The Burnings, Himanjali Sankar
As inexplicable fires rage across the country, Shalini receives a frantic call from her first love, Akshar – a man she hasn’t seen in years. She rushes to his side, only to find him a shadow of his former self: broken, tormented by regret and wasting away in the decaying grandeur of his ancestral mansion in the hills. Soon after Shalini steps through its doors, she senses that something isn’t right. The lonely mansion’s older residents linger in eerie ways, harbouring secrets as oppressive as the smoke in the air, and the few living souls who cross her path – Akshar’s beautiful but peculiar childhood sweetheart, the occasional visitors and even some of the locals – are steeped in menace.
A locked room beckons Shalini, while something haunts the corridors at night, as if listening to her every move. Shalini must confront the mansion’s malevolent legacy and her own dark past – but doing so could come at an unthinkable price. Will she break free, or become another ghost in this house of horrors?
Great Eastern Hotel, Ruchir Joshi
The world is at war. And at the Great Eastern, Calcutta's most luxurious hotel, amidst the feasting, dancing and laughter, we witness the metropolis in the last moments before multiple disasters strike.
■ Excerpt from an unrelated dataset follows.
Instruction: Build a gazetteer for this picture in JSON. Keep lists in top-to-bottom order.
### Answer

The story begins in August 1941, on the day Rabindranath Tagore dies. The city has come to a standstill as thousands of people line the streets to pay their respects. Among them are: Nirupama, a student of history and a volunteer with the Communist Party of India; Imogen, a young Englishwoman whose father is an official with the Raj; Kedar, the scion of a wealthy family, who dreams of painting like Cezanne; and Gopal, a young but experienced pickpocket, who finds himself promoted into a dark, dangerous world.
Their lives intertwine with those at the hotel: an American soldier who plays jazz at the nightclub; a genius French chef; an heiress fleeing from the nightmare in Europe; and a group of military officers running a secret intelligence operation.
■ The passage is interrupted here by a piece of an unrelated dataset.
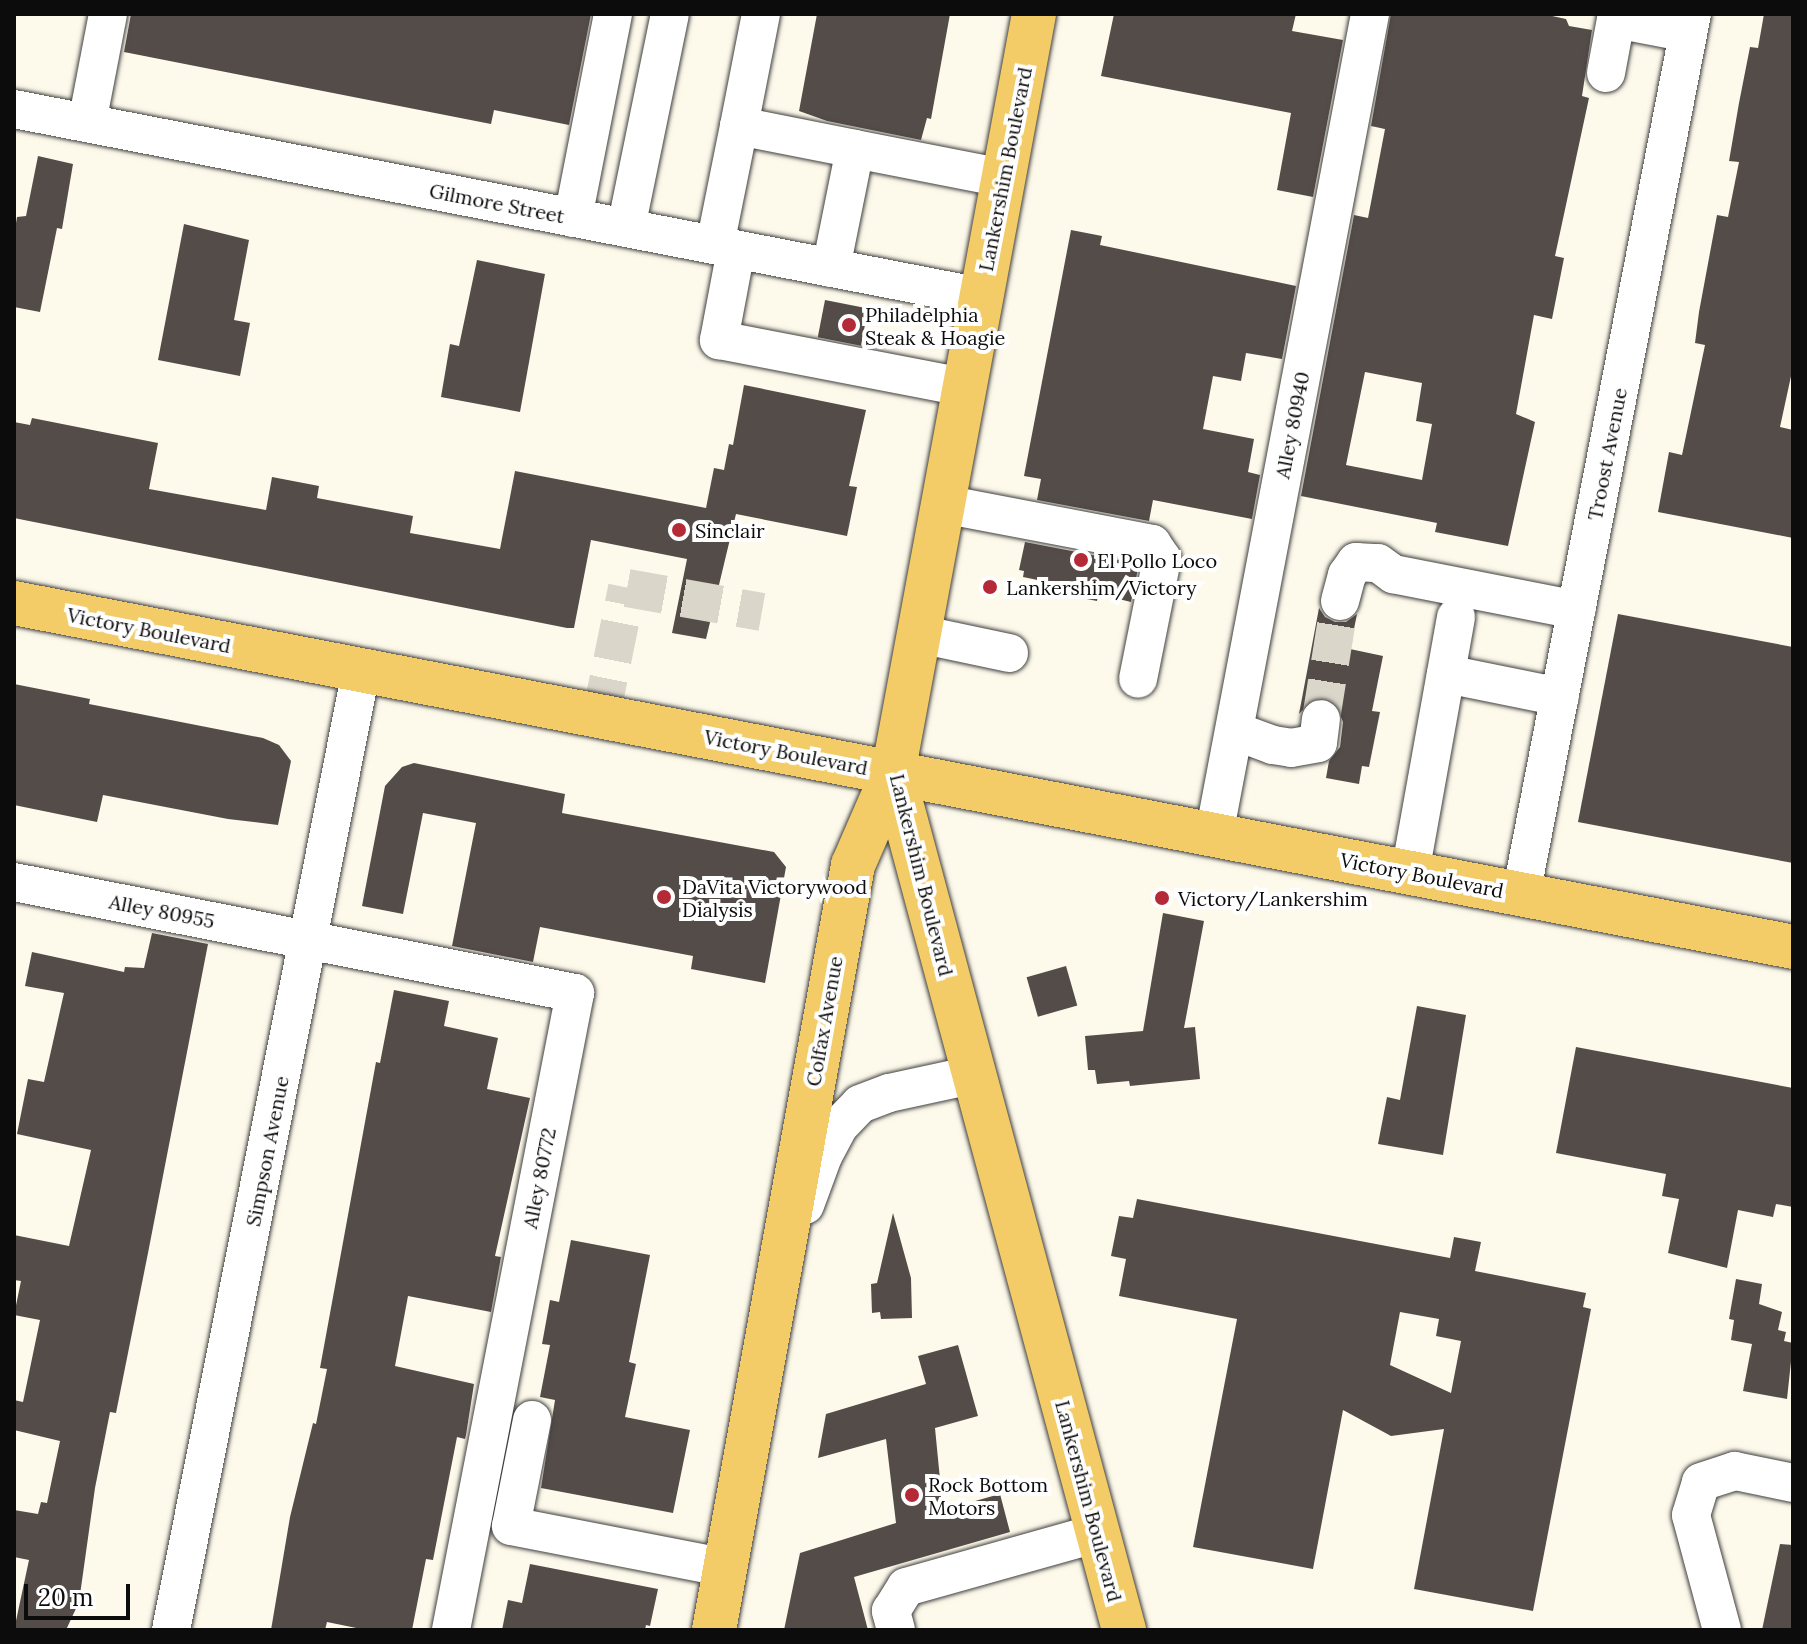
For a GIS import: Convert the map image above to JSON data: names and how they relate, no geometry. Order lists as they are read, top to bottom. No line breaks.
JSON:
{"streets":{"main road":["Lankershim Boulevard","Victory Boulevard","Colfax Avenue"],"street":["Gilmore Street","Alley 80940","Troost Avenue","Alley 80955","Simpson Avenue","Alley 80772"]},"crossings":[["Lankershim Boulevard","Gilmore Street"],["Lankershim Boulevard","Victory Boulevard"],["Lankershim Boulevard","Colfax Avenue"],["Alley 80940","Victory Boulevard"],["Troost Avenue","Victory Boulevard"],["Victory Boulevard","Colfax Avenue"],["Victory Boulevard","Simpson Avenue"],["Alley 80955","Simpson Avenue"],["Alley 80955","Alley 80772"],["Simpson Avenue","Alley 80772"]],"places":["Philadelphia Steak & Hoagie","Sinclair","El Pollo Loco","Lankershim/Victory","DaVita Victorywood Dialysis","Victory/Lankershim","Rock Bottom Motors"],"scale_bar":"20 m"}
Life on Mars: Collected Stories, Namita Gokhale
Two lonely people connect briefly during the COVID-19 pandemic. A woman finds companionship with an unusual young man the same age as her absent sons. A one-night stand in Rishikesh ends in a surprise not once, but twice. Kunti and Gandhari, queens in the evening of their lives, try to cope with their private griefs after the slaughters of the Kurukshetra war. A swan relates the story of the doomed lovers Nala and Damayanti. After one man drowns and another is saved, a stone reflects on the inner lives of men and stones.
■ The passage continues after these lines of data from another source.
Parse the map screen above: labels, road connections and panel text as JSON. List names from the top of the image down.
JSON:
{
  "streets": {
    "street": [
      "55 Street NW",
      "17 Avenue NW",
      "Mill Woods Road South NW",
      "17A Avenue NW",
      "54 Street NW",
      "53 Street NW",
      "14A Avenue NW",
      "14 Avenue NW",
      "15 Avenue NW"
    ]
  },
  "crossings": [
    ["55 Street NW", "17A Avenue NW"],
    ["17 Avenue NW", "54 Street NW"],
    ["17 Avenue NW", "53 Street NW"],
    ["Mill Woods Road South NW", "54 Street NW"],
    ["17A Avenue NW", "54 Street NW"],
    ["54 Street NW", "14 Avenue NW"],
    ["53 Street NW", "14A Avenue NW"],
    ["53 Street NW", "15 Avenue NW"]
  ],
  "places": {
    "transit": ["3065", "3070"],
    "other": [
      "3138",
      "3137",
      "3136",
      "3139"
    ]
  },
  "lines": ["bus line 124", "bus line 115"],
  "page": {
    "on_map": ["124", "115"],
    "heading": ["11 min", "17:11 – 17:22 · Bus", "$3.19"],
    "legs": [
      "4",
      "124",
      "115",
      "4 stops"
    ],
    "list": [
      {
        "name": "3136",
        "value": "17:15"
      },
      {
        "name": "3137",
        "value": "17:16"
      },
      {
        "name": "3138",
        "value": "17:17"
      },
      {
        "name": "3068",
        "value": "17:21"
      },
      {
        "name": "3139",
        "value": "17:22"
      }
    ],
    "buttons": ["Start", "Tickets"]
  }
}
These 15 stories, arranged in two sections – “Love and Other Derangements” and “The Mirror of the Mahabharata” – are about women and men who swim or sink in the ceaseless river of life.
Mudritha: A Novel, Jissa Jose, translated from the Malayalam by Jayasree Kalathil
One April day, 30-year-old Aniruddhan goes to the police station with a complaint: a woman named Mudritha has disappeared. He has, however, never met her; only interacted with her on the phone and by email while organising, at her request, a tour to Odisha for herself and nine others – all women. After preliminary inquiries, though, the case is likely to be closed for want of progress. But Vanitha, the policewoman in charge, continues the investigation secretly. What begins as a search for Mudritha soon reveals more about the other women, a diverse group, who want to slip away, travel and touch the world beyond the mundane confines of their existence.
No Place to Call My Own, Alina Gufran
Feeling trapped in a society that’s quick to undermine her – constantly making assumptions about her religion, sexuality, ambition, worth – Sophia plunges headlong into a journey of questionable decisions through her twenties. We follow her through cities and towns as she tries to make sense of the old while confronting the new. But each move trails chaos in its wake.
Restless and acerbic, she struggles to come to terms with the disintegration of her parents’ marriage, eerily mirrored in the political turmoil of 21st-century India. And crucial to Sophia’s story – which unfolds against the backdrop of the #MeToo movement, the 2020 Delhi riots and a global pandemic – is her complex, thorny friendship with Medha, a queer artist with travails of her own.
All information sourced from publishers.